* **AIM OF THE EXERCISE**: All records are to be printed again exactly as they appear.

---------- DATA SUPPLIED ----------

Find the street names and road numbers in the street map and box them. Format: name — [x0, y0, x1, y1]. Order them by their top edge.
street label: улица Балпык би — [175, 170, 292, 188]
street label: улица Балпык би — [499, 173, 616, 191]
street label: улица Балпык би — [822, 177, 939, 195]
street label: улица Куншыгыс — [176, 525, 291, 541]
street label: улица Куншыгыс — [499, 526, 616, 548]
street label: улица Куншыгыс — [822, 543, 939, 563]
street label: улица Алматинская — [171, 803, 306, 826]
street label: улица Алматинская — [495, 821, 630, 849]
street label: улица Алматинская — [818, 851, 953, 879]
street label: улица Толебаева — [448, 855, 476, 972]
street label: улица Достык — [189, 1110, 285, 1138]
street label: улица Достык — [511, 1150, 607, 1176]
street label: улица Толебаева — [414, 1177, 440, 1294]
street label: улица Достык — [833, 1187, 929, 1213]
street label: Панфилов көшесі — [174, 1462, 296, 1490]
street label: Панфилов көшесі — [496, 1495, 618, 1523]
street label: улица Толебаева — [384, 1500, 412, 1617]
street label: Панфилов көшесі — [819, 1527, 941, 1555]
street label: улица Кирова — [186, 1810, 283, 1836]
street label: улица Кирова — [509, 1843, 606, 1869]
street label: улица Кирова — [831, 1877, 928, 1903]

----------

* **SOLVED EXERCISE**:
Find the street names and road numbers in the street map and box them. Format: name — [x0, y0, x1, y1]. Order them by their top edge.
street label: улица Балпык би — [175, 170, 292, 188]
street label: улица Балпык би — [499, 173, 616, 191]
street label: улица Балпык би — [822, 177, 939, 195]
street label: улица Куншыгыс — [176, 525, 291, 541]
street label: улица Куншыгыс — [499, 526, 616, 548]
street label: улица Куншыгыс — [822, 543, 939, 563]
street label: улица Алматинская — [171, 803, 306, 826]
street label: улица Алматинская — [495, 821, 630, 849]
street label: улица Алматинская — [818, 851, 953, 879]
street label: улица Толебаева — [448, 855, 476, 972]
street label: улица Достык — [189, 1110, 285, 1138]
street label: улица Достык — [511, 1150, 607, 1176]
street label: улица Толебаева — [414, 1177, 440, 1294]
street label: улица Достык — [833, 1187, 929, 1213]
street label: Панфилов көшесі — [174, 1462, 296, 1490]
street label: Панфилов көшесі — [496, 1495, 618, 1523]
street label: улица Толебаева — [384, 1500, 412, 1617]
street label: Панфилов көшесі — [819, 1527, 941, 1555]
street label: улица Кирова — [186, 1810, 283, 1836]
street label: улица Кирова — [509, 1843, 606, 1869]
street label: улица Кирова — [831, 1877, 928, 1903]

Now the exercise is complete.